### WORK INSTRUCTION
What appears from the first line of the records below through the line containing "height:4.5px; margin-top:-2.25px; transform-origin:0;" must be reproduced verbatim.

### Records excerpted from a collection
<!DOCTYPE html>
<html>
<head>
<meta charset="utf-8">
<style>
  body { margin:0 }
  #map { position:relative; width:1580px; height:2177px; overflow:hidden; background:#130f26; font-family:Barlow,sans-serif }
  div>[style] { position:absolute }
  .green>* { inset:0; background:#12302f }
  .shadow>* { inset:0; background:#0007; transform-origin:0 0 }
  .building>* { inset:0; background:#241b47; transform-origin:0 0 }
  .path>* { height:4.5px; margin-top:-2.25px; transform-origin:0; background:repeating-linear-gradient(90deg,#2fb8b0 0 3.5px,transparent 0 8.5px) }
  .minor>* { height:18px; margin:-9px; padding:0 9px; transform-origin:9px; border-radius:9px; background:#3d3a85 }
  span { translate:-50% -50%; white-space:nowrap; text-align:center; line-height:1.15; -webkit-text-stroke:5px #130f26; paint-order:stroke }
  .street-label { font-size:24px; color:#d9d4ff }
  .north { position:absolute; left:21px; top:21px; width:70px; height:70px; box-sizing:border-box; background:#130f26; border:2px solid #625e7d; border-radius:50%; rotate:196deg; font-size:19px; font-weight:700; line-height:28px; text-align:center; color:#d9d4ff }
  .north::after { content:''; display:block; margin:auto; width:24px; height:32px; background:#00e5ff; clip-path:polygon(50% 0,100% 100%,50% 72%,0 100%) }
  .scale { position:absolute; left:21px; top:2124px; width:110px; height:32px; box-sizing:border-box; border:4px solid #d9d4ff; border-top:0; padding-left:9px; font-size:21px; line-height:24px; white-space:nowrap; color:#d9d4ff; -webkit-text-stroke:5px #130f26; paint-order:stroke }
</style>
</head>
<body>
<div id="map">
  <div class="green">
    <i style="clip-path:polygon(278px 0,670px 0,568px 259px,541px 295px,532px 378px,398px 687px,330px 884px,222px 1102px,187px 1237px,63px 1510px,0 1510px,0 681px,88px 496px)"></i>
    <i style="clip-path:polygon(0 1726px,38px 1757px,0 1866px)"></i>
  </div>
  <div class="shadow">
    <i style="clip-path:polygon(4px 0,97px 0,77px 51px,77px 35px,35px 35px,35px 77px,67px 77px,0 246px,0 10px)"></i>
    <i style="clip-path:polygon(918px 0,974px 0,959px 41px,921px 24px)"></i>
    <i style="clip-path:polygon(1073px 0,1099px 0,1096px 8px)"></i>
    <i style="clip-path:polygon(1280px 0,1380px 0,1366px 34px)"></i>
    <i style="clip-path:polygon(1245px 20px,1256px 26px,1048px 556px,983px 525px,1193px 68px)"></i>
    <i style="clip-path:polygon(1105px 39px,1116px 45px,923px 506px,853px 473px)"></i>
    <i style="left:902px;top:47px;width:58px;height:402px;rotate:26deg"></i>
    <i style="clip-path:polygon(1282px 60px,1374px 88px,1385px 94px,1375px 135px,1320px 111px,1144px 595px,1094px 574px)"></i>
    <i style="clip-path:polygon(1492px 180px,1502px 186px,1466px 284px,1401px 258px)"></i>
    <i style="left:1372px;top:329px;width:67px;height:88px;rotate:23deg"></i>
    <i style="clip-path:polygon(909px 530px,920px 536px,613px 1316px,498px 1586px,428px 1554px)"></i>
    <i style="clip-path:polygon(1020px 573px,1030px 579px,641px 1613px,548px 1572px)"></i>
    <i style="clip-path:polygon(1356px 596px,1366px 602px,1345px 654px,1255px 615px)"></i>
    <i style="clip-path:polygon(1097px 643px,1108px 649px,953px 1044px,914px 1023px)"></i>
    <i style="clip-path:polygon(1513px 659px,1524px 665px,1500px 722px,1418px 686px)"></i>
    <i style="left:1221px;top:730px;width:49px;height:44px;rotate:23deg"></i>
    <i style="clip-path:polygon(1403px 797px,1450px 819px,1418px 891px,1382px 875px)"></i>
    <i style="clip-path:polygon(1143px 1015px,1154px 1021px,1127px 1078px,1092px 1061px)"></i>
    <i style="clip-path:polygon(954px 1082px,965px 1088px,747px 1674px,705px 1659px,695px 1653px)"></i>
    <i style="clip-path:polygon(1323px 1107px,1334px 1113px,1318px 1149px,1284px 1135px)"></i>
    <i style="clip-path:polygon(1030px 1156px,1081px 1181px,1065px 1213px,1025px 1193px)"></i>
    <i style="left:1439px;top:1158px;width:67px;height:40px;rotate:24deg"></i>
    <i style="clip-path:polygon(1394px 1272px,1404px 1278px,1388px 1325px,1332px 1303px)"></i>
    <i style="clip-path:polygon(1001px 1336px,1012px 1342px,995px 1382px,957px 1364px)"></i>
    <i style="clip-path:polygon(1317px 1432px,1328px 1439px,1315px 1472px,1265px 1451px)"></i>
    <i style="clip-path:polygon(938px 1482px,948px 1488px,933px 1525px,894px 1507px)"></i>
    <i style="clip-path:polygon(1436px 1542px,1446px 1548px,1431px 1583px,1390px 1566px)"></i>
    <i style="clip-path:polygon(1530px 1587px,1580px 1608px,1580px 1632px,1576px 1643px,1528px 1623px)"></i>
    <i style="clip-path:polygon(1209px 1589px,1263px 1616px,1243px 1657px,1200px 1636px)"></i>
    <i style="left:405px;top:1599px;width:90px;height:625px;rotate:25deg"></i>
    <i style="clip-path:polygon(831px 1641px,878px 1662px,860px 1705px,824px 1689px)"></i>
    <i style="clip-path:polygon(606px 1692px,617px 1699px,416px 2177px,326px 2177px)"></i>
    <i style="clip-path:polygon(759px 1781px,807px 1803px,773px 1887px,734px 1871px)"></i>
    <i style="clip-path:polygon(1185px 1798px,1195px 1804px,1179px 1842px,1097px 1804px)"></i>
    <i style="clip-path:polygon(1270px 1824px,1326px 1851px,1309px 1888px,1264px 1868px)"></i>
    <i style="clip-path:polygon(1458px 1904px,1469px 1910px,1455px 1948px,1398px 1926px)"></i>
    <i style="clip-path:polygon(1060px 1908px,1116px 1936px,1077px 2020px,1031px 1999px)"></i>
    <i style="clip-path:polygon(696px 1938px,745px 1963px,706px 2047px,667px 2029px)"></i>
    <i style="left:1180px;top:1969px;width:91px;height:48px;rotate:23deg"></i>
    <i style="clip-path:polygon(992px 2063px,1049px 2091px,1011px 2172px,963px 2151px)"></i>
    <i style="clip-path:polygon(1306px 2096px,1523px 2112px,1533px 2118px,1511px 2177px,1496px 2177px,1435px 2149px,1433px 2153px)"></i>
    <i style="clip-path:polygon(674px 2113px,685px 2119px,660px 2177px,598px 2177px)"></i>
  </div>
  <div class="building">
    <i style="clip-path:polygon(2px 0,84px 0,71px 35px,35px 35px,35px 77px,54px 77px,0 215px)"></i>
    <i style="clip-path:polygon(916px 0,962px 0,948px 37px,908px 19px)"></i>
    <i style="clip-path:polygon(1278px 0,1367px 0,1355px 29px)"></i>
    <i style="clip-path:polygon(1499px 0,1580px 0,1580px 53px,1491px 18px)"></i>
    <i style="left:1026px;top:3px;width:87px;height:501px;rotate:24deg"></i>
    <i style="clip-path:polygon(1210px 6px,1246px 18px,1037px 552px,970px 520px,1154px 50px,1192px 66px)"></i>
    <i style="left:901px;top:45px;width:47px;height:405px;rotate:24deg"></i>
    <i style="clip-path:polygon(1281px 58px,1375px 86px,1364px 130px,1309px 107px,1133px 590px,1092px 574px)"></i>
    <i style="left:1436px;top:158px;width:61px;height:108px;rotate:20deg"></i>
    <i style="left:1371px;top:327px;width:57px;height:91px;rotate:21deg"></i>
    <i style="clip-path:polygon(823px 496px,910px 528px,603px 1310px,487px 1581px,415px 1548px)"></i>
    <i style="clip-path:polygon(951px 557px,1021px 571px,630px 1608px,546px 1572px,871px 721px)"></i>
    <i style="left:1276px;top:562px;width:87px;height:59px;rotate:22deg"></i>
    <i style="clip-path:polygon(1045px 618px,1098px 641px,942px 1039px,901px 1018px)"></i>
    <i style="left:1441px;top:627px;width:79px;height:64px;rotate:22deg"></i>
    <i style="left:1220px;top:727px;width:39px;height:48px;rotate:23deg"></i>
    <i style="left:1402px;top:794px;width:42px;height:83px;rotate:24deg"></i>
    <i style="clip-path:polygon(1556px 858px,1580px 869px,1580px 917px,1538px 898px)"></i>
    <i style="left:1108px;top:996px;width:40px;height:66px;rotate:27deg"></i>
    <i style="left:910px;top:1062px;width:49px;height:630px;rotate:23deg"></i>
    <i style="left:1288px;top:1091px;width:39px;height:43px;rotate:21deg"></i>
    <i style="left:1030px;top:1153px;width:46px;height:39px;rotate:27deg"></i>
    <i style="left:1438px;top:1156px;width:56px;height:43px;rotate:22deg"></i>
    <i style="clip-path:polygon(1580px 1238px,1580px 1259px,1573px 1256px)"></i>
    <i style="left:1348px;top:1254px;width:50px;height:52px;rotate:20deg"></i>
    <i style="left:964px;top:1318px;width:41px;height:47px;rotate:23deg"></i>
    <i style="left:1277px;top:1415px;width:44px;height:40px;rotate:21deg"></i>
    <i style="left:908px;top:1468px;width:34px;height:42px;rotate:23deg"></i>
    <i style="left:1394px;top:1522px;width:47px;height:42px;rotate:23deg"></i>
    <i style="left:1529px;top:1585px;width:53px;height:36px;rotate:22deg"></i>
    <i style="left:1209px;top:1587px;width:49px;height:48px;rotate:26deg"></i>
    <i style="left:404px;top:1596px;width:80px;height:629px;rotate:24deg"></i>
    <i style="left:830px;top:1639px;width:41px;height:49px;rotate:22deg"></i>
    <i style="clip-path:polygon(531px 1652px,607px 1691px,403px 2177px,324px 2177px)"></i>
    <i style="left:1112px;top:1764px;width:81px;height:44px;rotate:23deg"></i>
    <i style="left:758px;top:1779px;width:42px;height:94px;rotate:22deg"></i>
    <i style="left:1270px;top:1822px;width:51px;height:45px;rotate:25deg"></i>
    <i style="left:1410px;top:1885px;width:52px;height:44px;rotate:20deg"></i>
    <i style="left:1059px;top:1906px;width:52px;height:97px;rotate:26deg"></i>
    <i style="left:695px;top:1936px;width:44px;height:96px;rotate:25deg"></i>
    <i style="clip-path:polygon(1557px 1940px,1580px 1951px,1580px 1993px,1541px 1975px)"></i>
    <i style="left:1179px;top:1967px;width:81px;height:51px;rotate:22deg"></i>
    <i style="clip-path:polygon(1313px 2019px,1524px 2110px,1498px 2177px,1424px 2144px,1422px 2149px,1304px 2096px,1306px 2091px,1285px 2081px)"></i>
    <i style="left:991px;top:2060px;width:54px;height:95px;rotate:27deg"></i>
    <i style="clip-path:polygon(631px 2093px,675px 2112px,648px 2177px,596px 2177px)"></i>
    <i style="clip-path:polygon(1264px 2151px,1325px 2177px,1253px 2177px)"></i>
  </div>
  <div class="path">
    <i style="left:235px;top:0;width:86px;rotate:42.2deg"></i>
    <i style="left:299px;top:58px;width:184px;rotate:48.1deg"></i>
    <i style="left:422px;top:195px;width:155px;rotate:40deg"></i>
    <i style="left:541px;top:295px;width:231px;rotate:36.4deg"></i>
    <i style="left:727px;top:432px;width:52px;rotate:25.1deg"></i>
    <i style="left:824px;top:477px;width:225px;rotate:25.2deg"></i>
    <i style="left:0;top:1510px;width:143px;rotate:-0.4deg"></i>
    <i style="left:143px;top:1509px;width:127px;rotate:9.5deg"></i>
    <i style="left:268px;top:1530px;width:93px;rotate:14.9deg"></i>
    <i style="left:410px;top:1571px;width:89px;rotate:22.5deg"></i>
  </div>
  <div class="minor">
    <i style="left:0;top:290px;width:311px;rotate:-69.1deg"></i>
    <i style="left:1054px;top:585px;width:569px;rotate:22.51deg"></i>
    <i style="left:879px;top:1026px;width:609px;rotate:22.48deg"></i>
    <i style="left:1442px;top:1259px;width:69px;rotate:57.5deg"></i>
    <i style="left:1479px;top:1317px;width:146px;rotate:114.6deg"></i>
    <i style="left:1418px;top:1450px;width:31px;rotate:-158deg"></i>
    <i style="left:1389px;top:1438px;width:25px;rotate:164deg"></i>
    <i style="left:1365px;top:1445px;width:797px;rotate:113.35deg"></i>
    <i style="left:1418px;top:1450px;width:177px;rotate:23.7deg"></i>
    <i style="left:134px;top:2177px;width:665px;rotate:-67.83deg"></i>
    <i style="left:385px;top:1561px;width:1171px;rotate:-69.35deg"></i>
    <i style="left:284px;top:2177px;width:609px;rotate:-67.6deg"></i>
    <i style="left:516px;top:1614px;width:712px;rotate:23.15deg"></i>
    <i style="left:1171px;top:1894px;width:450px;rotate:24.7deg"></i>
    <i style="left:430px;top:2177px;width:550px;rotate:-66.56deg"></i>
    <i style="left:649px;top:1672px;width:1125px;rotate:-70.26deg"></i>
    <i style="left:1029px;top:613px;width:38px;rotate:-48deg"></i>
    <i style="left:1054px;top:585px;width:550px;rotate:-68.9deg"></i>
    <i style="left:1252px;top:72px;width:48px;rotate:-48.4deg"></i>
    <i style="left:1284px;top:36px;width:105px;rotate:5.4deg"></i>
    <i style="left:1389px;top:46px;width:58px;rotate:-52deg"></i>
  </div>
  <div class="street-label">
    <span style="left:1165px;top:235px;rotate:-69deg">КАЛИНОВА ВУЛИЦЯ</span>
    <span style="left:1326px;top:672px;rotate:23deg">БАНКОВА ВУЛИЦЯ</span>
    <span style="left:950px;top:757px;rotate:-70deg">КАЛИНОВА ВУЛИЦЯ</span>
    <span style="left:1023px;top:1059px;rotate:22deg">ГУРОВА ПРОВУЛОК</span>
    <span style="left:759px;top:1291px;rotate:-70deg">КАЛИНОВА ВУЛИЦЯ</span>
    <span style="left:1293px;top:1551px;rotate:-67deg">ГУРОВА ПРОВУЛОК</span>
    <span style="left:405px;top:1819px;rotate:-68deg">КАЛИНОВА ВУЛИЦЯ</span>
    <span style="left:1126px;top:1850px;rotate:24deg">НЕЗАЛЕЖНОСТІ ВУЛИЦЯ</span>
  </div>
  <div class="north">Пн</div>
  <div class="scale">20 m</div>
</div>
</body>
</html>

### SOLUTION BELOW
<!DOCTYPE html>
<html>
<head>
<meta charset="utf-8">
<style>
  body { margin:0 }
  #map { position:relative; width:1580px; height:2177px; overflow:hidden; background:#130f26; font-family:Barlow,sans-serif }
  div>[style] { position:absolute }
  .green>* { inset:0; background:#12302f }
  .shadow>* { inset:0; background:#0007; transform-origin:0 0 }
  .building>* { inset:0; background:#241b47; transform-origin:0 0 }
  .path>* { height:4.5px; margin-top:-2.25px; transform-origin:0; background:repeating-linear-gradient(90deg,#2fb8b0 0 3.5px,transparent 0 8.5px) }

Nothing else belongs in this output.